BA (English) 1991, Dartmouth College – Hanover NH
MD 1995, Duke University – Durham NC
MA (Philosophy) 2004, Georgetown University – Washington DC

Annie Lyerly, MD, MA is Professor of Social Medicine at the University of North Carolina, Chapel Hill. She is also Research Professor in Obstetrics and Gynecology. Her research addresses socially and morally complex issues in women’s health and reproductive medicine, with a focus on how people assign meaning to reproductive events. A central goal of her work is to inform and reframe debates based on the views of those most profoundly affected by them, and to appropriately weight these individuals’ interests in shaping reproductive health care.

After finishing medical school and residency in obstetrics and gynecology at Duke, she completed the Greenwall Fellowship in Bioethics and Health Policy at Georgetown and Johns Hopkins Universities, and spent ten years on the faculty at Duke before joining UNC’s Department of Social Medicine and its Center for Bioethics as its first Associate Director. Dr. Lyerly co-founded the Obstetrics and Gynecology Risk Research Group, which brought together experts from medical epidemiology, anthropology, obstetrics and gynecology, philosophy, bioethics, gender theory and medical humanities for research on how risk is assessed and managed in the context of pregnancy. She is a founder of the Second Wave Initiative, an effort to ensure that the health interests of pregnant people are fairly represented in biomedical research and drug and device policies. She was PI on the NIH-funded PHASES Project to advance equitable inclusion of pregnant women in HIV research, which produced formal ethics guidance. She co-led a Wellcome Trust funded project to advance equitable inclusion of pregnant women research on Zika and other public health emergencies. She now leads the NIH-funded PREPARE Project addressing the ethics of research engaging pregnant adolescents. She has examined a range of topics in reproductive medicine, including stem cell research and frozen embryo disposition, miscarriage, maternal-fetal surgery, vaginal birth after cesarean, conscience in the provision of reproductive care, and others. She is the author of, A Good Birth (Penguin Group/USA), based on findings of the Good Birth Project, describing what constitutes a “good birth” from the perspectives of childbearing women.

Dr.
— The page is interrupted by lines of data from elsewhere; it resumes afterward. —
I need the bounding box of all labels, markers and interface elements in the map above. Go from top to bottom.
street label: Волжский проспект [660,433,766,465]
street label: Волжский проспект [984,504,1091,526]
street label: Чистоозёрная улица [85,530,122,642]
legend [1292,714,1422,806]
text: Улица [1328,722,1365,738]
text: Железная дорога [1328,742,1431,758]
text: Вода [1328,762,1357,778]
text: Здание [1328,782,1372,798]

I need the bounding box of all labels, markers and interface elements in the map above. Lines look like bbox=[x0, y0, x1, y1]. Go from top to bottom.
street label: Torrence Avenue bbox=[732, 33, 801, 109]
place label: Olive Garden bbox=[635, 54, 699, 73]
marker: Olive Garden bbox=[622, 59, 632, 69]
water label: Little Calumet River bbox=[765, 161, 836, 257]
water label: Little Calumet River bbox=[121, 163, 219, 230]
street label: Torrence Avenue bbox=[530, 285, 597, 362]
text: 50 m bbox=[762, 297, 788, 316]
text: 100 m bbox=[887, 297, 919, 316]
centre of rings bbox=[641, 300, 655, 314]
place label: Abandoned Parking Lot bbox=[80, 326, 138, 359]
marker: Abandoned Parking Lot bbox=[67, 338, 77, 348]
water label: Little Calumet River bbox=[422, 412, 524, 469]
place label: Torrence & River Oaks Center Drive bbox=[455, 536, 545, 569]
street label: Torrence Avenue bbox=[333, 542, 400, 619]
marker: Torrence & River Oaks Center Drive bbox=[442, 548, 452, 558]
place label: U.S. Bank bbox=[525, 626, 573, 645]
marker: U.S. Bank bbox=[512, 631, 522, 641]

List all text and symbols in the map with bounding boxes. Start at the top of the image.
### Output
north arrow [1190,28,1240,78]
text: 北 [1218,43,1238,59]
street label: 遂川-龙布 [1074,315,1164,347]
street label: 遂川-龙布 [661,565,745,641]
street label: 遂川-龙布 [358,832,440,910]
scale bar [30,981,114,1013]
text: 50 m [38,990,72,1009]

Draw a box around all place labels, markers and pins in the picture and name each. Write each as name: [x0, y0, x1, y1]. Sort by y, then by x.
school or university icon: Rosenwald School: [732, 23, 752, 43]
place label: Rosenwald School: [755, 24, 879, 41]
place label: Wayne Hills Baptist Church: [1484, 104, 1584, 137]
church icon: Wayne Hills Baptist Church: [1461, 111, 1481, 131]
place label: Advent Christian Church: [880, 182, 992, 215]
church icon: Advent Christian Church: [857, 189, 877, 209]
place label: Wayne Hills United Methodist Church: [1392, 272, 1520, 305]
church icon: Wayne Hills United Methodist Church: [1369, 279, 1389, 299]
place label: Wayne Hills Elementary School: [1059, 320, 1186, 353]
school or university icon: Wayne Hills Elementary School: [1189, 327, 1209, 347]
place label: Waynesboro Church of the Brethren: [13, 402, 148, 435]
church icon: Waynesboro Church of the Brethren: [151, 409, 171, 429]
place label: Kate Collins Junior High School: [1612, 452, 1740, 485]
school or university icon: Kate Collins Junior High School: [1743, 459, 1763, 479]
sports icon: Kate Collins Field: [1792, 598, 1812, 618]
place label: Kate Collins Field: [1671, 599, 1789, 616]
Lyerly has been supported by the National Institutes of Health, the Wellcome Trust, and the Greenwall Foundation including its Faculty Scholars Program. Her work has appeared in numerous journals, including Science, JAMA, The New England Journal of Medicine, the Hastings Center Report, the Lancet, and The American Journal of Public Health, as well as the New York Times and Scientific American.

She served as Chair of the American College of Obstetricians and Gynecologists Committee on Ethics, and Co-chair of the Program Committee for the American Society of Bioethics and Humanities. She has also served as an advisor for a wide range of national and international organizations, including the World Health Organization, the March of Dimes, the United States Food and Drug Administration, and the U.S. Task Force Specific on Research Specific to Pregnant and Lactating Women, among others. She is a elected member of the Johns Hopkins Society of Scholars and a fellow of the Hastings Center.